+++ Material to process
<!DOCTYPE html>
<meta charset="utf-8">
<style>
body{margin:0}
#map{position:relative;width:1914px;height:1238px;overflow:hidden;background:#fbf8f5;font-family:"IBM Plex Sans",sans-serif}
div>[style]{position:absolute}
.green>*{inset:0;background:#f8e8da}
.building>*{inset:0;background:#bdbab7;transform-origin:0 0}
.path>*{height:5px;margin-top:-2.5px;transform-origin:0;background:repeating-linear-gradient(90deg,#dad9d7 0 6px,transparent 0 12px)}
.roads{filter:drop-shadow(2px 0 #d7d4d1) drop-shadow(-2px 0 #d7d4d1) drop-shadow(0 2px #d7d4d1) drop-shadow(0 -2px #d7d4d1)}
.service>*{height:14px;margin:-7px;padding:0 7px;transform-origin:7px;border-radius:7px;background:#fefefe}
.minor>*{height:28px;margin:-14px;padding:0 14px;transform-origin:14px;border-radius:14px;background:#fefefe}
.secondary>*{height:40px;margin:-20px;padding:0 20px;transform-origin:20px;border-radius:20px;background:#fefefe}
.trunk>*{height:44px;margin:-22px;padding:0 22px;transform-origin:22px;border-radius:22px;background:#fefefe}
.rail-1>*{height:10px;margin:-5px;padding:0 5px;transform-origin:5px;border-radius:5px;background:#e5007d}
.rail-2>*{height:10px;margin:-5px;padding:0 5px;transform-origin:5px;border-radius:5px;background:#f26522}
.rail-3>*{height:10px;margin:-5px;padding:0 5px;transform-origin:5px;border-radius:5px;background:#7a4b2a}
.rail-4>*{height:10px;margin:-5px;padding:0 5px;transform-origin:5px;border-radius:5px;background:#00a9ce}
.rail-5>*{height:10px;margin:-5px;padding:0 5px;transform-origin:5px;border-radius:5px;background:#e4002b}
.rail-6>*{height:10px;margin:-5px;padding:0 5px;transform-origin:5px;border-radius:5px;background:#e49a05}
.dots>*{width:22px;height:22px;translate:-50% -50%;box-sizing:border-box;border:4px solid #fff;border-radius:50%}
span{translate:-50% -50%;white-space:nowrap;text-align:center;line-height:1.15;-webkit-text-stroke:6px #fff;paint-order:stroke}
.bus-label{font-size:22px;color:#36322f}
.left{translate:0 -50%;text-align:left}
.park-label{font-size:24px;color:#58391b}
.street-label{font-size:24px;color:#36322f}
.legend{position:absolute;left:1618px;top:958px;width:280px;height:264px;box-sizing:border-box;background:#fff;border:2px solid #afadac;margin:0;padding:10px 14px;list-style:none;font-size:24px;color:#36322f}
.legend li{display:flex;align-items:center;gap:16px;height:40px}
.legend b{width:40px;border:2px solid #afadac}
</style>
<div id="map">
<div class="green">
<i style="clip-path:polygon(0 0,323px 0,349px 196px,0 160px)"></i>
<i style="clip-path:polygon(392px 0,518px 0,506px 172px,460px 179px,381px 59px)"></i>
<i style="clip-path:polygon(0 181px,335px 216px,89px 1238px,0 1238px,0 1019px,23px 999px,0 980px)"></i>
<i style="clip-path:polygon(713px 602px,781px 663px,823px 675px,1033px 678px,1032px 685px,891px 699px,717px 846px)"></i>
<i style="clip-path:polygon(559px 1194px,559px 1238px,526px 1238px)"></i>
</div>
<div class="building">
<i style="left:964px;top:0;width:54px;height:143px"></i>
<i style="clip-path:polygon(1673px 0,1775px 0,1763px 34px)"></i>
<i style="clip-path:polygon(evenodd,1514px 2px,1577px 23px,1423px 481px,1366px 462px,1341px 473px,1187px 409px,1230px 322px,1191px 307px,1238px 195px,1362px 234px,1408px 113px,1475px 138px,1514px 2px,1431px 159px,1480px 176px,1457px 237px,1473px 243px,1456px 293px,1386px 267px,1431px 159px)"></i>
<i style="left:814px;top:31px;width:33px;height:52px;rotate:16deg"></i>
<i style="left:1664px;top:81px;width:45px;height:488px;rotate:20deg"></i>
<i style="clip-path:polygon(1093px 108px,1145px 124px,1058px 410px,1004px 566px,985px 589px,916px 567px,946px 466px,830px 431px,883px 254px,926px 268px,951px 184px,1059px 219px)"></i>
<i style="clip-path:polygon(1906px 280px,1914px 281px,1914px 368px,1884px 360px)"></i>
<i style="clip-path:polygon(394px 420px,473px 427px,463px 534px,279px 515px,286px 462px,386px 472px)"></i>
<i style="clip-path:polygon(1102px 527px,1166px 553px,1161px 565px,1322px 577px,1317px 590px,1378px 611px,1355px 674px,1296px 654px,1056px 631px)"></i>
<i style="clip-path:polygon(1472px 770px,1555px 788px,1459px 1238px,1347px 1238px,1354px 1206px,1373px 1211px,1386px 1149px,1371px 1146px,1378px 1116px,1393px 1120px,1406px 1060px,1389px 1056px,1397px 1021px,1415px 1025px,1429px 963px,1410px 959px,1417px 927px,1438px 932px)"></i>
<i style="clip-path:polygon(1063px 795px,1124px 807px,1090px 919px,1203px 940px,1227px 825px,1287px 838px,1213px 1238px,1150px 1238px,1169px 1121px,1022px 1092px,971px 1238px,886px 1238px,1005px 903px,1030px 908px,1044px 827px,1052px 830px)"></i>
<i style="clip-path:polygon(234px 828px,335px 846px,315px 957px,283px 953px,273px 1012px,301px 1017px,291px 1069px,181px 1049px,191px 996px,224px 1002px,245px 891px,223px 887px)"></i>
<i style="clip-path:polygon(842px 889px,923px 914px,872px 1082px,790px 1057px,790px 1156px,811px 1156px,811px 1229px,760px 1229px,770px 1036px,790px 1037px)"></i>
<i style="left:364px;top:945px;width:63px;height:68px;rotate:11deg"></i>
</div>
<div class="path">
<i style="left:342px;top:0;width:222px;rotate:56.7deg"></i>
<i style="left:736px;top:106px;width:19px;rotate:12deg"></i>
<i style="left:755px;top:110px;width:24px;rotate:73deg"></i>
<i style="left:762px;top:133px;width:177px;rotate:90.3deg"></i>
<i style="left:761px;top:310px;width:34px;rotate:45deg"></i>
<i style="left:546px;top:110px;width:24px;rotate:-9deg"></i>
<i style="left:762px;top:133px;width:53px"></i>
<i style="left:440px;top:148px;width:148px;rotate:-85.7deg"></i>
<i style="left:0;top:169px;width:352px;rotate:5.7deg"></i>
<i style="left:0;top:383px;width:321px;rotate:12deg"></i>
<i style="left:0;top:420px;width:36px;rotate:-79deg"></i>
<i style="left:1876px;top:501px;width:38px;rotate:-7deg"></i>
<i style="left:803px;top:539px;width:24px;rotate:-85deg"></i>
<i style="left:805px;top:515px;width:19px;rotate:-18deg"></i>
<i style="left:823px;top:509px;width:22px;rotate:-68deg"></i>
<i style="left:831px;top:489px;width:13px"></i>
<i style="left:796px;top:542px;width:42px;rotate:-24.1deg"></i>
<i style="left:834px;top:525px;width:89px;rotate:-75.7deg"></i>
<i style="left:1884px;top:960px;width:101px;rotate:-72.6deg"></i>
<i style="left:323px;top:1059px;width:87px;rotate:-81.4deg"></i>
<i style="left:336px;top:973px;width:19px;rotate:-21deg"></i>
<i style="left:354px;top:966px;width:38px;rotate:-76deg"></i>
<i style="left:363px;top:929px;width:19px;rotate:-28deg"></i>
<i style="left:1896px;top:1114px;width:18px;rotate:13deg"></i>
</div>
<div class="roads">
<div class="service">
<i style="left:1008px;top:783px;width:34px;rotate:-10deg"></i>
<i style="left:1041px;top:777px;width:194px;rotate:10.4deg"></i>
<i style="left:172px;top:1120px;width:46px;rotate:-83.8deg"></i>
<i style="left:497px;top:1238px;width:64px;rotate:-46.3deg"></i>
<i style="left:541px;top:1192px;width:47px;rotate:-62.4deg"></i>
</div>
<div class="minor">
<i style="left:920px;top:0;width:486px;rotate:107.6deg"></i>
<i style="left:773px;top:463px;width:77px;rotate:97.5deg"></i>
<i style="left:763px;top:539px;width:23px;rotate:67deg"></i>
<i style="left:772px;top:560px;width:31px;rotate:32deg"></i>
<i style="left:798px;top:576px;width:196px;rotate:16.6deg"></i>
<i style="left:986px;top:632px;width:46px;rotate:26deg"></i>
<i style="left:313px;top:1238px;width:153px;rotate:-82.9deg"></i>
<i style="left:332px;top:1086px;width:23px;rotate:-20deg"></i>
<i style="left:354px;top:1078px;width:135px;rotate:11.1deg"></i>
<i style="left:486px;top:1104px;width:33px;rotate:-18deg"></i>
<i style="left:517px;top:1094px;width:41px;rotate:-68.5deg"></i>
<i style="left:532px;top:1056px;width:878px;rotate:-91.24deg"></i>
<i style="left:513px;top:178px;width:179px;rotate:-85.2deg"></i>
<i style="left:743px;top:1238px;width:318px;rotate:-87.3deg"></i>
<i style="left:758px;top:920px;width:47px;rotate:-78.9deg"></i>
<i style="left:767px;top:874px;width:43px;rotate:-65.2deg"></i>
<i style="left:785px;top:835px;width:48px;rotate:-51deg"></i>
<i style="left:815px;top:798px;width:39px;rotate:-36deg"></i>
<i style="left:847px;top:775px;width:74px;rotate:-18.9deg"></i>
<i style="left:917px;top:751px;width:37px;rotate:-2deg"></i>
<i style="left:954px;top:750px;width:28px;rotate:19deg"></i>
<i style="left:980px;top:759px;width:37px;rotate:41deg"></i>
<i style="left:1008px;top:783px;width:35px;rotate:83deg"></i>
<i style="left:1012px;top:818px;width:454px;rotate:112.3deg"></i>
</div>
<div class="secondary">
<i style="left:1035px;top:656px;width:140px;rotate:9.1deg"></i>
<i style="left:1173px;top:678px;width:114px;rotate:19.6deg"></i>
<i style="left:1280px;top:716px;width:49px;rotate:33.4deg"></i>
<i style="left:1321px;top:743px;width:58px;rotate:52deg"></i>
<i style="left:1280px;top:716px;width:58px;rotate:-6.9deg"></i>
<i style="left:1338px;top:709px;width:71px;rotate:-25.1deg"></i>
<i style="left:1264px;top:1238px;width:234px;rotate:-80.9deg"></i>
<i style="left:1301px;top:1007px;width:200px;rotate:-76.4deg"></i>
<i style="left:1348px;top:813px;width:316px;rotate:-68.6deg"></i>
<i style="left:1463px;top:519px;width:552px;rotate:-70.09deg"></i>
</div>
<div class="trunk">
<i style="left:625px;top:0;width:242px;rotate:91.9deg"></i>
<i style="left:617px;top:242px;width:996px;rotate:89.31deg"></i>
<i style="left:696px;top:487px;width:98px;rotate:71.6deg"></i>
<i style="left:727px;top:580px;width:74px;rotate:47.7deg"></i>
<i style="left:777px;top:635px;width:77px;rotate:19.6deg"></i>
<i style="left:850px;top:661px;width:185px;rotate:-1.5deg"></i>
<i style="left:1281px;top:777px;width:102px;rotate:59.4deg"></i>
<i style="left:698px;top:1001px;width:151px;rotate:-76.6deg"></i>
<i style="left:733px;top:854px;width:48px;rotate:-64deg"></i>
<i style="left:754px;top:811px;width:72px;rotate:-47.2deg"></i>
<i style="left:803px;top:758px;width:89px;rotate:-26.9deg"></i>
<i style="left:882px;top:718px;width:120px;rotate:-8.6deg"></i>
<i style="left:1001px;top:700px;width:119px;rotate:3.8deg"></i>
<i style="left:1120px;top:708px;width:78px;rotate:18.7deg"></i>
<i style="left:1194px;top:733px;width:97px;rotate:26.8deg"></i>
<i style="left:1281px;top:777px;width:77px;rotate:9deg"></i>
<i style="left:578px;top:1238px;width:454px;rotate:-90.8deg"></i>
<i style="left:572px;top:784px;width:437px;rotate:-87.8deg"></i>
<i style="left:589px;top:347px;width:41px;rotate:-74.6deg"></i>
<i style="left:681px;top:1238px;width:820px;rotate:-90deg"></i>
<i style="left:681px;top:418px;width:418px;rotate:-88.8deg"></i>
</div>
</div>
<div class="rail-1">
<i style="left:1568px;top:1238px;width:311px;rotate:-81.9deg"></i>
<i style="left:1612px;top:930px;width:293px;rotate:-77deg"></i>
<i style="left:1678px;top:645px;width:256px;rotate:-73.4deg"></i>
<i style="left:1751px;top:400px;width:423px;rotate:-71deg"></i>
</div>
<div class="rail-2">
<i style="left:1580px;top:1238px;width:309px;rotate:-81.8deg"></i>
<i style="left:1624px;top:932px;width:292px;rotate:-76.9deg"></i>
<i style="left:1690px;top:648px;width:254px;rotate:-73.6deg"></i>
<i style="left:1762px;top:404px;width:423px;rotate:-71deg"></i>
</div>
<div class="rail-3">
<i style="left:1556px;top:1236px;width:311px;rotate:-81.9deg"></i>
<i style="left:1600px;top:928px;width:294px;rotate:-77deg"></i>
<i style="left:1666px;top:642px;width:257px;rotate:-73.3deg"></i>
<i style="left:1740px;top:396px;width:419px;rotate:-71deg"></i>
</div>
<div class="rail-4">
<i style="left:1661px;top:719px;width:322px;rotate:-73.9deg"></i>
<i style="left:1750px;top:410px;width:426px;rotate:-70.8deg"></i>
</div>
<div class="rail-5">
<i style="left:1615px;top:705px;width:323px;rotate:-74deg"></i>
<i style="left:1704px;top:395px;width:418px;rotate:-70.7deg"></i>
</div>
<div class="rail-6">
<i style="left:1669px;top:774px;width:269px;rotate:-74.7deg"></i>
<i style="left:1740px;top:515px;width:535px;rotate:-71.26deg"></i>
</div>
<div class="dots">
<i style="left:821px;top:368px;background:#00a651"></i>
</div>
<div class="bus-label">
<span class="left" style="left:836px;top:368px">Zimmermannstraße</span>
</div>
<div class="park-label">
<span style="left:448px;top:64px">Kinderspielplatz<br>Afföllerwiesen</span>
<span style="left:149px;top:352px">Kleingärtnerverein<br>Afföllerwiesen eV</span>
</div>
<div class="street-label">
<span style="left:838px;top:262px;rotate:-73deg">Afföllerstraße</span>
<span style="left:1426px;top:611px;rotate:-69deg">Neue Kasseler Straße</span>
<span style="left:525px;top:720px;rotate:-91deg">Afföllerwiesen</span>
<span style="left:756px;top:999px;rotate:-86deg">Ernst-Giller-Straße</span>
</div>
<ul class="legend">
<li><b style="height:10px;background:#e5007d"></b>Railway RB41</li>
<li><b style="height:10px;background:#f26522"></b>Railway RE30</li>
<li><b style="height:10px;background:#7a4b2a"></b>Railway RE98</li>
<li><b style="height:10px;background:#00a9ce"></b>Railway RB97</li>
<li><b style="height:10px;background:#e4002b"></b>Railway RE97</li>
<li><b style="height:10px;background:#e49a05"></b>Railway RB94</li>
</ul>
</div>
++++++
* Problem requirements: Search the data for the string "service" and copy each line where it appears.

* Answer to the exercise:
.service>*{height:14px;margin:-7px;padding:0 7px;transform-origin:7px;border-radius:7px;background:#fefefe}
<div class="service">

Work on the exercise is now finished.